## PROBLEM STATEMENT
Please write out, exactly as given, every line of the entries below up to and including the line with "function fillPath(path, color)".

=== RECORDS SHOWN ===

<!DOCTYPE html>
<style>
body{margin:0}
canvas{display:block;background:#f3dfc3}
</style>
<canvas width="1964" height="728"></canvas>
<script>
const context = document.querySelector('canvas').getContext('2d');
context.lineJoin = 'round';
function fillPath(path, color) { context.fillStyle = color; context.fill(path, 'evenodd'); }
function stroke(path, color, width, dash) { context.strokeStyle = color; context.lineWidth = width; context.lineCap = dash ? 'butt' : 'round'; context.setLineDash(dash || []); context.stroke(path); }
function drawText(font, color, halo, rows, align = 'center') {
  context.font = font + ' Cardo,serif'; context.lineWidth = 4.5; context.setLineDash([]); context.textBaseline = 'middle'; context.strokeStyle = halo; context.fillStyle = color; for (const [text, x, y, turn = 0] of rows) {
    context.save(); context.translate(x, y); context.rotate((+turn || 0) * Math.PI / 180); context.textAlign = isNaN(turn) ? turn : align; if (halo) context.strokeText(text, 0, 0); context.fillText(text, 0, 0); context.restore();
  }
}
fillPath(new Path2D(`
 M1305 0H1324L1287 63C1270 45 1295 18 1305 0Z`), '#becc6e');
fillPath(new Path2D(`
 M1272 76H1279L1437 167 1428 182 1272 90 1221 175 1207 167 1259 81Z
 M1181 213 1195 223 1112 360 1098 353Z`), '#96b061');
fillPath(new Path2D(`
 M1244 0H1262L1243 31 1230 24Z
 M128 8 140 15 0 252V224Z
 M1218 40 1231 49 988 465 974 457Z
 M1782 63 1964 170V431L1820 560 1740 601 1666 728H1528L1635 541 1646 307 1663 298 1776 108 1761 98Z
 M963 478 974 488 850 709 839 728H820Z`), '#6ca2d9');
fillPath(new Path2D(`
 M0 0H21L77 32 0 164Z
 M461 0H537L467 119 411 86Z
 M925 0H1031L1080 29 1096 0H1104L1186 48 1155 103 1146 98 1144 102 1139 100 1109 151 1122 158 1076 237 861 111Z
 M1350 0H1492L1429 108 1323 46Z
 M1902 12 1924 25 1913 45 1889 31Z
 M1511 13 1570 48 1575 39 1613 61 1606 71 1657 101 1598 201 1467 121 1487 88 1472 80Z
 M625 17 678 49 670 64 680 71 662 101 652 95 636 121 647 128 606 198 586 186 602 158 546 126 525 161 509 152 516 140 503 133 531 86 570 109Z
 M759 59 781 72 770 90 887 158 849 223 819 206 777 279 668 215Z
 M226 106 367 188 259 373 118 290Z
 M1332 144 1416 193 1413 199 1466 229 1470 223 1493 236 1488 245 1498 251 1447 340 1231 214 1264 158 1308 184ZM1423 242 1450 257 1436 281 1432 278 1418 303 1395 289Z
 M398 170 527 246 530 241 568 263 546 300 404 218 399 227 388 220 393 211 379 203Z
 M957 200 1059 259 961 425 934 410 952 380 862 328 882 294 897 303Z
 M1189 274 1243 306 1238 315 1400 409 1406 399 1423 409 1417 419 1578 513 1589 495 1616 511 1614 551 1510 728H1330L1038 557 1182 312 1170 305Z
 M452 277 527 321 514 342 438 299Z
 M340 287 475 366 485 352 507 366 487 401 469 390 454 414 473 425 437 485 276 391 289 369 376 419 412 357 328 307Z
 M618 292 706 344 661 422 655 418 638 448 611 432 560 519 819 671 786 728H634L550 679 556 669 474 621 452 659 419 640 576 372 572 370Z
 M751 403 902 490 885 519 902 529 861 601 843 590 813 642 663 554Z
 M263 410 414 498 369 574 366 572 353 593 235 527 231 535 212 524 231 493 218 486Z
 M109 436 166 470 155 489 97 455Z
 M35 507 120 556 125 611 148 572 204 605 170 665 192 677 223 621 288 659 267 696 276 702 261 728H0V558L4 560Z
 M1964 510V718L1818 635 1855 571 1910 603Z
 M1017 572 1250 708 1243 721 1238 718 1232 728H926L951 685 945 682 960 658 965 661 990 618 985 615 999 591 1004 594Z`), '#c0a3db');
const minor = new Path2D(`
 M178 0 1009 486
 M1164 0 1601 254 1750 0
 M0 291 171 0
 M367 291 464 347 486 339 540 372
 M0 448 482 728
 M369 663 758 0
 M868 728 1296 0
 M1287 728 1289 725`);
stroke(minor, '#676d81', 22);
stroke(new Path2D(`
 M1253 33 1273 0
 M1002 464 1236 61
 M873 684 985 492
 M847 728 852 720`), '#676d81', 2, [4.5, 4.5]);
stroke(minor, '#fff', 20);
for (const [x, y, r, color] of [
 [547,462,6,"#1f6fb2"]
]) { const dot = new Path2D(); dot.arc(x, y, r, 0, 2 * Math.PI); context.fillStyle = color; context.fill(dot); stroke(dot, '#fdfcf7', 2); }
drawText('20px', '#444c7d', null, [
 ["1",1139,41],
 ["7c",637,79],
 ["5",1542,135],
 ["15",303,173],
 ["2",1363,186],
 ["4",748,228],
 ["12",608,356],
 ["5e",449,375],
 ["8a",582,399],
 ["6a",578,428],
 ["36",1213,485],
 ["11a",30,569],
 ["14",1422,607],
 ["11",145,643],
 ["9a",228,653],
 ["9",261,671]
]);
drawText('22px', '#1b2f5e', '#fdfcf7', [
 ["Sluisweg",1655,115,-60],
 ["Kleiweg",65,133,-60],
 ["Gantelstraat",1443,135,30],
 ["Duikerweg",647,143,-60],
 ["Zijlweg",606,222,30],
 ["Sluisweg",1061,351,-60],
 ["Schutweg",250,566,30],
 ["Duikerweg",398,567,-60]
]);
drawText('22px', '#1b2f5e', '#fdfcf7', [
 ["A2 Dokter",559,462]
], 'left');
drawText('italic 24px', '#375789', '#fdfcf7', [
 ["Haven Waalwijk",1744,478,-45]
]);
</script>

===

## ANSWER TO THIS TASK
<!DOCTYPE html>
<style>
body{margin:0}
canvas{display:block;background:#f3dfc3}
</style>
<canvas width="1964" height="728"></canvas>
<script>
const context = document.querySelector('canvas').getContext('2d');
context.lineJoin = 'round';
function fillPath(path, color) { context.fillStyle = color; context.fill(path, 'evenodd'); }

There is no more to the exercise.